= INSTRUCTIONS FOR THE TASK =
From the line that holds "<li><i></i>Delivered</li>" to the last line of the data, copy everything exactly; leave out all the rest.
◇ ◇ ◇
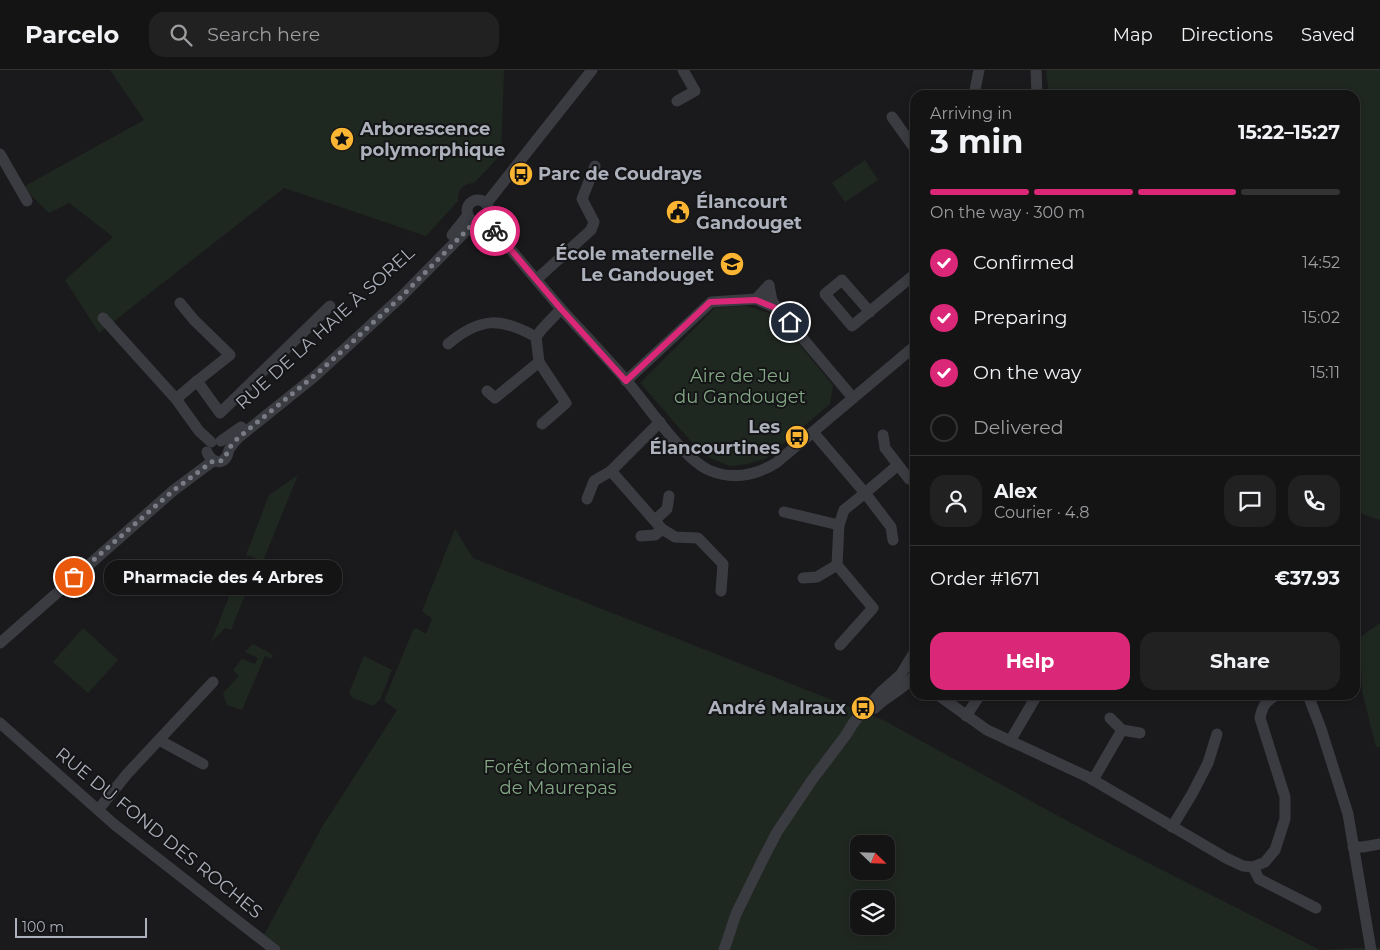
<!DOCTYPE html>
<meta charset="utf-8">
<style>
:root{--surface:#141415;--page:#212122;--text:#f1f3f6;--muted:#9d9ea0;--line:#333334;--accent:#db2777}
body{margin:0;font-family:Montserrat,sans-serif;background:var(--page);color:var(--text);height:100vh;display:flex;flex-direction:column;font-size:19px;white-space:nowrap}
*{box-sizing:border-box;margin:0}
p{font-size:16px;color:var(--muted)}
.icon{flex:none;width:28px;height:28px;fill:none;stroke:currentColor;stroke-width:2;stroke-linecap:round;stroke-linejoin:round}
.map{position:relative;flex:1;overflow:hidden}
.drawer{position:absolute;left:910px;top:20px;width:450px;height:610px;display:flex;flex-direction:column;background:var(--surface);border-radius:15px;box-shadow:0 2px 8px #0003,0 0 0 1px var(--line)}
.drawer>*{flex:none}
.needle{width:32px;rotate:113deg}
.fabs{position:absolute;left:850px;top:765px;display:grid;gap:10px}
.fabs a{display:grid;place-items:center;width:45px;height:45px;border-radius:10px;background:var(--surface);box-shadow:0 2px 8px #0003,0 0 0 1px var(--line);font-size:25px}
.scale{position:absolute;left:15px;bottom:12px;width:132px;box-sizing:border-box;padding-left:5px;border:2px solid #acb1bc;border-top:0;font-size:14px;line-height:18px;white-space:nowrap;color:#acb1bc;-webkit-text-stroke:4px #151517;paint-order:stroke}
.pin{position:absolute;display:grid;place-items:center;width:42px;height:42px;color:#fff;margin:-21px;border:2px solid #fff;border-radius:50%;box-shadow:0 1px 5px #0007}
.courier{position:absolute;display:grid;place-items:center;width:50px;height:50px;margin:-25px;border:4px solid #db2777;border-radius:50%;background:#fff;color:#222;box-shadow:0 1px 6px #0007}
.bubble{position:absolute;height:35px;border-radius:15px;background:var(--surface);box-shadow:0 2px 8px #0003,0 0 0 1px var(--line);font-size:16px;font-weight:700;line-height:35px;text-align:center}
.head em{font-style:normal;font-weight:700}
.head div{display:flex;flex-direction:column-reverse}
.head{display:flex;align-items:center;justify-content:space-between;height:85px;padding:0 20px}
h1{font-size:32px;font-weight:700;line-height:38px}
.bar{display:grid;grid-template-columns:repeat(4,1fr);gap:8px 5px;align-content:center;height:60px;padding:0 20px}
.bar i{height:6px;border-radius:4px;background:var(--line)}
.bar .selected{background:var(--accent)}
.bar p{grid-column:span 4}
.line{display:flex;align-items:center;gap:12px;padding:0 20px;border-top:1px solid var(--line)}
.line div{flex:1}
.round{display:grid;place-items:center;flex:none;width:52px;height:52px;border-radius:15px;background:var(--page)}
ol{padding:0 20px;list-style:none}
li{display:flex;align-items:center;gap:15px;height:55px}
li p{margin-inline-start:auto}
li .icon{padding:5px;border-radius:50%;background:var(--accent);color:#fff;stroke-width:4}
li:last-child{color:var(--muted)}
li i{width:28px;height:28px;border:2px solid var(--line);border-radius:50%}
.action{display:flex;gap:10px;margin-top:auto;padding:10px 20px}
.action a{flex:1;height:58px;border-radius:15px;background:var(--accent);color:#fff;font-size:20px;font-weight:700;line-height:58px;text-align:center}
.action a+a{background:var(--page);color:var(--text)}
header{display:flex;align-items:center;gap:30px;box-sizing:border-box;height:70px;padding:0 25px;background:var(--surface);border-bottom:1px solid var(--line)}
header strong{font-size:24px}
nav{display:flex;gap:28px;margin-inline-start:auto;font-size:18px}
.search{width:350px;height:45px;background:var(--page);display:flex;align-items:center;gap:12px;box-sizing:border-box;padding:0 18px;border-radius:15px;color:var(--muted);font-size:19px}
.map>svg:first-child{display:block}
</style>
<header>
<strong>Parcelo</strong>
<div class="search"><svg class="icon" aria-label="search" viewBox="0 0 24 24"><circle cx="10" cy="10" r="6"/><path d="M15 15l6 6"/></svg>Search here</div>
<nav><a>Map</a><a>Directions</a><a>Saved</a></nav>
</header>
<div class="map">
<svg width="1380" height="880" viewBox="0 0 1380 880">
<rect width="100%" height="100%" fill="#1a1a1c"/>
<g fill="#1f2820" fill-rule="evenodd">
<path d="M110,0H504L501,85L474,113C462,114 458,119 458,131L426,166L284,118L99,263L65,210L113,167L69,133L49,143L23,117L144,50Z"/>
<polygon points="1046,0 1380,0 1380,450 1355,441 1355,25 1049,25"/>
<polygon points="865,90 878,110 845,132 832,113"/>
<polygon points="746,236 775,245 833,315 830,334 765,389 748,394 730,396 710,388 695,376 640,313 715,238"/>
<polygon points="298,405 263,491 246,485 269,425"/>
<path d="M455,459L473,488L883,650L1097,767L1320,880L1374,877L1380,878V880H282L264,865L322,757L397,640L384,631L413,560L416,558L426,564L432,549L422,541ZM859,774H886V801H859ZM859,829H886V856H859Z"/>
<polygon points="239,512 245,515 247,520 231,560 225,558 211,572 234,514"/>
<polygon points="1380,553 1380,677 1376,677 1362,621 1360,567"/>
<polygon points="83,558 118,590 88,623 53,592"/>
<polygon points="253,574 273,585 271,589 265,586 242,640 227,635 223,623 239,606 233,600 242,589 255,594 258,588 245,582"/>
<polygon points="364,586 392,600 380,630 373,636 353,628 349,623"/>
</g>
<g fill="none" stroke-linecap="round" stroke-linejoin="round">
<g stroke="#3b3c42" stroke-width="11">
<polyline points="1036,0 1037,25"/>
<polyline points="974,25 979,0"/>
<polyline points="677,31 695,21 683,0"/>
<polyline points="892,47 915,79"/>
<polyline points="0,84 27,131"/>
<circle cx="478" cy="141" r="11"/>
<polyline points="486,134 592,0"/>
<path d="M485,150C511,179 536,210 562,240C583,263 605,286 626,310C647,334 683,390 711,401C734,410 756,405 776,393L915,276"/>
<polyline points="452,165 468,145"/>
<polyline points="537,209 591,160 594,152 582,129 595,96"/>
<polyline points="756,229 769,215 772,231 778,239"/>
<polyline points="180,233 194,250 230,285 197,311 220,343 330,236"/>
<polyline points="870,242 842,210 825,224 852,256 915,204"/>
<polyline points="103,248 176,329 199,361 211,372"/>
<path d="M448,274C480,247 501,247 536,267"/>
<polyline points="626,311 711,232 756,229 778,239 853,328"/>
<polyline points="487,321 495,328 539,292"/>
<polyline points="176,329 197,311"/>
<polyline points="660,352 611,401 662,459 675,467 698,468 723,494 721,521"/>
<polyline points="542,354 566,333 539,292 536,267 542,259 561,239"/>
<polyline points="813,362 865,423 844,440 839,455 837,495 873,538 840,575"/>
<polyline points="883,365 885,378 909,409 915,411"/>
<polyline points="221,371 241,357"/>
<path d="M207,382C210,390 221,397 227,386C228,384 228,381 230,378C232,375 235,371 238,368L314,307L350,274L402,226L475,152"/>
<polyline points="587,429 594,411 611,401"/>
<polyline points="784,442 839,455"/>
<polyline points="655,450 667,439 669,426"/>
<polyline points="641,466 655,465 662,459"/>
<polyline points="893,470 891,457 865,423 898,395"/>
<polyline points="803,508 817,507 837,495"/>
<polyline points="0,573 174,420 213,391"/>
<path d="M938,625L987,660L1088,707L1226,788L1243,796L1253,797L1265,792L1275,780L1285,749V727L1260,648C1262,637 1266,630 1277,625"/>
<polyline points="1308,625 1321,659 1348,744 1371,880"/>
<path d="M875,638C888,625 905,619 915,604"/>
<polyline points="966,646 980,625"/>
<polyline points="0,653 115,755 275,880"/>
<polyline points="1122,660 1140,663"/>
<polyline points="159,670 203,694"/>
<polyline points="1010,671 1037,625"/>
<polyline points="1093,710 1122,660 1110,648"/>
<polyline points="98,740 127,704 213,612"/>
<polyline points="1172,757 1192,724 1208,693 1217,664"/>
<polyline points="1353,777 1363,777 1380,774"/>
<polyline points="1253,797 1259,809 1316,838"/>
<polyline points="724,880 736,844 763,789 777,762 812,710 846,665 854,652 882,621 901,604 915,581"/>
</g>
</g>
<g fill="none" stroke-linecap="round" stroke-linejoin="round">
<path stroke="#797c84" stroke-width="5" stroke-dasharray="0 9" d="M74,507L174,420L213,391C224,393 225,387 229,379C231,375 235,371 238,368L314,306L350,274L402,226L475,152L485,150L495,161"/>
<polyline stroke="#db2777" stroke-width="6" points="495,161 561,239 626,311 710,232 756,230 778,239 790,252"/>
</g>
<defs>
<g id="sight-disc" transform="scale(1.25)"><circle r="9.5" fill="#fbb533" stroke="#151517"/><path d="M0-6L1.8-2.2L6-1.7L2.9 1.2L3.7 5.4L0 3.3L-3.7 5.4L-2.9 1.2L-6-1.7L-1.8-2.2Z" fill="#111"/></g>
<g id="bus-disc" transform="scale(1.25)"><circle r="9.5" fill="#fbb533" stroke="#151517"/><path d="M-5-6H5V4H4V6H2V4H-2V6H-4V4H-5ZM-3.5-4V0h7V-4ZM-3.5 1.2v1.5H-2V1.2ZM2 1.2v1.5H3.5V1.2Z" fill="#111"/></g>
<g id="civic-disc" transform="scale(1.25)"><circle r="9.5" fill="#fbb533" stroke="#151517"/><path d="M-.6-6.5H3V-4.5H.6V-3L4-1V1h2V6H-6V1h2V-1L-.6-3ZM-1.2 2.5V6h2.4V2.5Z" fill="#111"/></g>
<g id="school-disc" transform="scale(1.25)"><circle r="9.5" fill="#fbb533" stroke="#151517"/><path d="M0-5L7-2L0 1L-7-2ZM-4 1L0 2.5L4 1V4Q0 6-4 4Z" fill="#111"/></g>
</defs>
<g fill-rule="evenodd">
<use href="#sight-disc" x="342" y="69"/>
<use href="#bus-disc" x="521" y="104"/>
<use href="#civic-disc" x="678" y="142"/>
<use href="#school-disc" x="732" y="194"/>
<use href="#bus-disc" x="797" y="367"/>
<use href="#bus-disc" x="863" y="638"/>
</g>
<g text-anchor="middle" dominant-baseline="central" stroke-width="4" stroke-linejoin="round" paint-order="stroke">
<g font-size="18" font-weight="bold" fill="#acb1bc" stroke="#151517" text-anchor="start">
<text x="360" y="59">Arborescence<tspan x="360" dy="21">polymorphique</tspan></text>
<text x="538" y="104">Parc de Coudrays</text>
<text x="696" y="132">Élancourt<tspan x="696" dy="21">Gandouget</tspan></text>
<text x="714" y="184" text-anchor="end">École maternelle<tspan x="714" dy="21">Le Gandouget</tspan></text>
<text x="780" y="357" text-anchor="end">Les<tspan x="780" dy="21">Élancourtines</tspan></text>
<text x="846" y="638" text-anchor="end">André Malraux</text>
</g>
<g font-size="18" fill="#acb1bc" stroke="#151517">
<text transform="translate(325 258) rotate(-42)">RUE DE LA HAIE À SOREL</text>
<text transform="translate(159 763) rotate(39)">RUE DU FOND DES ROCHES</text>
</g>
<g font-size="18" fill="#82a884" stroke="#151517">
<text x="740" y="306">Aire de Jeu<tspan x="740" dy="21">du Gandouget</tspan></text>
<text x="558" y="697">Forêt domaniale<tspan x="558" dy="21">de Maurepas</tspan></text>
</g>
</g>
</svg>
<div class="fabs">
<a><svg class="needle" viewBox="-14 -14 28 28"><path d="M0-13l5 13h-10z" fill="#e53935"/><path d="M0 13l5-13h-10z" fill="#9d9ea0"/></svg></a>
<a><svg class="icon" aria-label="layers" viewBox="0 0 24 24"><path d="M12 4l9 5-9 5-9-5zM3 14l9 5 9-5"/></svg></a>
</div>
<div class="scale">100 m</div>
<div class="pin" style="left:74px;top:507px;background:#ea580c"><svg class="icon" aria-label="bag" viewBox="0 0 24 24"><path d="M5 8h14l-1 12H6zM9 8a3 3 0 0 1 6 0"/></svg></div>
<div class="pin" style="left:790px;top:252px;background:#1f2937"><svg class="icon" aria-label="home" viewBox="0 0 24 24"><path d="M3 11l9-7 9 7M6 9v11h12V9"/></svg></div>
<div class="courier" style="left:495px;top:161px"><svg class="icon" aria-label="bike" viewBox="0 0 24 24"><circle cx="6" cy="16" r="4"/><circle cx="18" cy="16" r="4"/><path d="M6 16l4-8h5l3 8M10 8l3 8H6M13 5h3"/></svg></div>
<div class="bubble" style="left:104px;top:490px;width:238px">Pharmacie des 4 Arbres</div>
<section class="drawer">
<div class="head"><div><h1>3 min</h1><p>Arriving in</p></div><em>15:22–15:27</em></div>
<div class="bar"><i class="selected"></i><i class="selected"></i><i class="selected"></i><i></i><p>On the way · 300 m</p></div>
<ol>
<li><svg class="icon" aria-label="check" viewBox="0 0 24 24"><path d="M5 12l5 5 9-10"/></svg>Confirmed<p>14:52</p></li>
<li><svg class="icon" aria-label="check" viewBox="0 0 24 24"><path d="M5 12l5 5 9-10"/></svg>Preparing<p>15:02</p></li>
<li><svg class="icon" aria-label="check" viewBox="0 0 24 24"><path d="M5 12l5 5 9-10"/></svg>On the way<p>15:11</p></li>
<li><i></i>Delivered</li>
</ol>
<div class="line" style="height:90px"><a class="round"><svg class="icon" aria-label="person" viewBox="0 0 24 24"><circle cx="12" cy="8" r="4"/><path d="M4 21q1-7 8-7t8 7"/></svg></a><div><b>Alex</b><p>Courier · 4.8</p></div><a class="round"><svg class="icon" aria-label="chat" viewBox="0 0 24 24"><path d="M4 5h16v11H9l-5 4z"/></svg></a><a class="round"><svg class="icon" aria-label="phone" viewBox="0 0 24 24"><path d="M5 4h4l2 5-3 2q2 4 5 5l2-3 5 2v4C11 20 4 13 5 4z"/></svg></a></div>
<div class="line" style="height:65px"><div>Order #1671</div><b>€37.93</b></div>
<div class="action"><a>Help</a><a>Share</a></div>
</section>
</div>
◇ ◇ ◇
= WORKED SOLUTION =
<li><i></i>Delivered</li>
</ol>
<div class="line" style="height:90px"><a class="round"><svg class="icon" aria-label="person" viewBox="0 0 24 24"><circle cx="12" cy="8" r="4"/><path d="M4 21q1-7 8-7t8 7"/></svg></a><div><b>Alex</b><p>Courier · 4.8</p></div><a class="round"><svg class="icon" aria-label="chat" viewBox="0 0 24 24"><path d="M4 5h16v11H9l-5 4z"/></svg></a><a class="round"><svg class="icon" aria-label="phone" viewBox="0 0 24 24"><path d="M5 4h4l2 5-3 2q2 4 5 5l2-3 5 2v4C11 20 4 13 5 4z"/></svg></a></div>
<div class="line" style="height:65px"><div>Order #1671</div><b>€37.93</b></div>
<div class="action"><a>Help</a><a>Share</a></div>
</section>
</div>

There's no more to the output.